Sonia Tranchina tunanetra. Dia anggota tim nasional Italia untuk Showdown- olahraga yang mirip dengan tenis meja, yang diciptakan untuk orang-orang tunanetra. "Kami sekarang terkucil. Sungguh aneh untuk tinggal di dalam rumah. Aku bahkan jadi lebih bingung ketika pergi ke supermarket, karena aku tidak mendengar ada orang di sekitar. Virus corona telah menghentikan hidup kita."

Dukungan Psikologis Dibutuhkan

Pemerintah Italia akhir Maret memulai program dukungan psikologis untuk orang-orang seperti Sonia Tranchina. Layanan itu bekerja dengan berbagai lembaga, psikolog dan psikoanalis, memberikan bantuan darurat secara gratis kepada siapa saja yang membutuhkannya. Klien bisa berbicara lewat telepon atau melakukan kontak online.
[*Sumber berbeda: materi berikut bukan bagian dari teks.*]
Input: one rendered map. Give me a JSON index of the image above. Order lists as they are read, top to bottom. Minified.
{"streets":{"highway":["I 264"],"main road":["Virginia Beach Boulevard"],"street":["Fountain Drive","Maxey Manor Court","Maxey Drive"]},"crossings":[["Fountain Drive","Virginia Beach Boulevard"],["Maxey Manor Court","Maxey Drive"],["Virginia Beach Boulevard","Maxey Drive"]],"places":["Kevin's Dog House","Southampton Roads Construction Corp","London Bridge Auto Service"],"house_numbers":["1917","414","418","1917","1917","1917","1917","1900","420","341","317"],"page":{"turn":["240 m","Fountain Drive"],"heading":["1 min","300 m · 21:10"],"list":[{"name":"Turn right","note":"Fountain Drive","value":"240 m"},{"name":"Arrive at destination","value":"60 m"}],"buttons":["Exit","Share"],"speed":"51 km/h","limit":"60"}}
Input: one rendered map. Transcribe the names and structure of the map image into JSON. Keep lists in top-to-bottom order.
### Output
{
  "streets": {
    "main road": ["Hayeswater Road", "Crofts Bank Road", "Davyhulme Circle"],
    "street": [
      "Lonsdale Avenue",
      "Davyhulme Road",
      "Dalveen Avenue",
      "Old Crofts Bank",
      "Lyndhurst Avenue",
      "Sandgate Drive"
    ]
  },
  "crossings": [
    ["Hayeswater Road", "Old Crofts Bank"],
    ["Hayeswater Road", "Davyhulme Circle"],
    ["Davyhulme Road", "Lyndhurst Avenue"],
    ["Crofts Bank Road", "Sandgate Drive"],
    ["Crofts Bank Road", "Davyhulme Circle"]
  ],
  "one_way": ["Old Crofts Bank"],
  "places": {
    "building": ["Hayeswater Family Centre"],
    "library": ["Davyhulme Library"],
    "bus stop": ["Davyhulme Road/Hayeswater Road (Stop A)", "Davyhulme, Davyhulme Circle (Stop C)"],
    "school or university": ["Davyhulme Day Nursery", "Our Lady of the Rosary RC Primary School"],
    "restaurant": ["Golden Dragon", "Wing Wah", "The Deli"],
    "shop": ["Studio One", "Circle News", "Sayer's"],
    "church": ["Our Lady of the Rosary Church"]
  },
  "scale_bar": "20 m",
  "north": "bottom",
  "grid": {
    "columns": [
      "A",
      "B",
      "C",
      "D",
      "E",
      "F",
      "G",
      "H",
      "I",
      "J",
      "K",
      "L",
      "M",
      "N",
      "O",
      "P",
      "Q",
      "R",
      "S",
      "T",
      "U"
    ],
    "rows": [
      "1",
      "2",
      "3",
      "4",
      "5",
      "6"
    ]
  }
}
Kondisi lockdown memang diakui bisa memicu tekanan berat, bahkan bagi orang-orang dengan hubungan keluarga yang stabil dan situasi pekerjaan yang aman.

"Kami menjadi saling curiga. Rasa ini akan tetap ada selama berbulan-bulan, jika tidak bertahun-tahun," kata Giovanni Cerana, 44, guru dan ayah dua anak. "Sistem sosial bisa runtuh, bahkan juga jaringan keluarga. Orang tua saya sudah relatif uzur. Dan anak-anak saya mungkin tidak bisa mengunjungi mereka selama berbulan-bulan. Kakek-nenek adalah pilar masyarakat Italia, sekarang mereka tersisih. Bukankah itu menyedihkan?” katanya.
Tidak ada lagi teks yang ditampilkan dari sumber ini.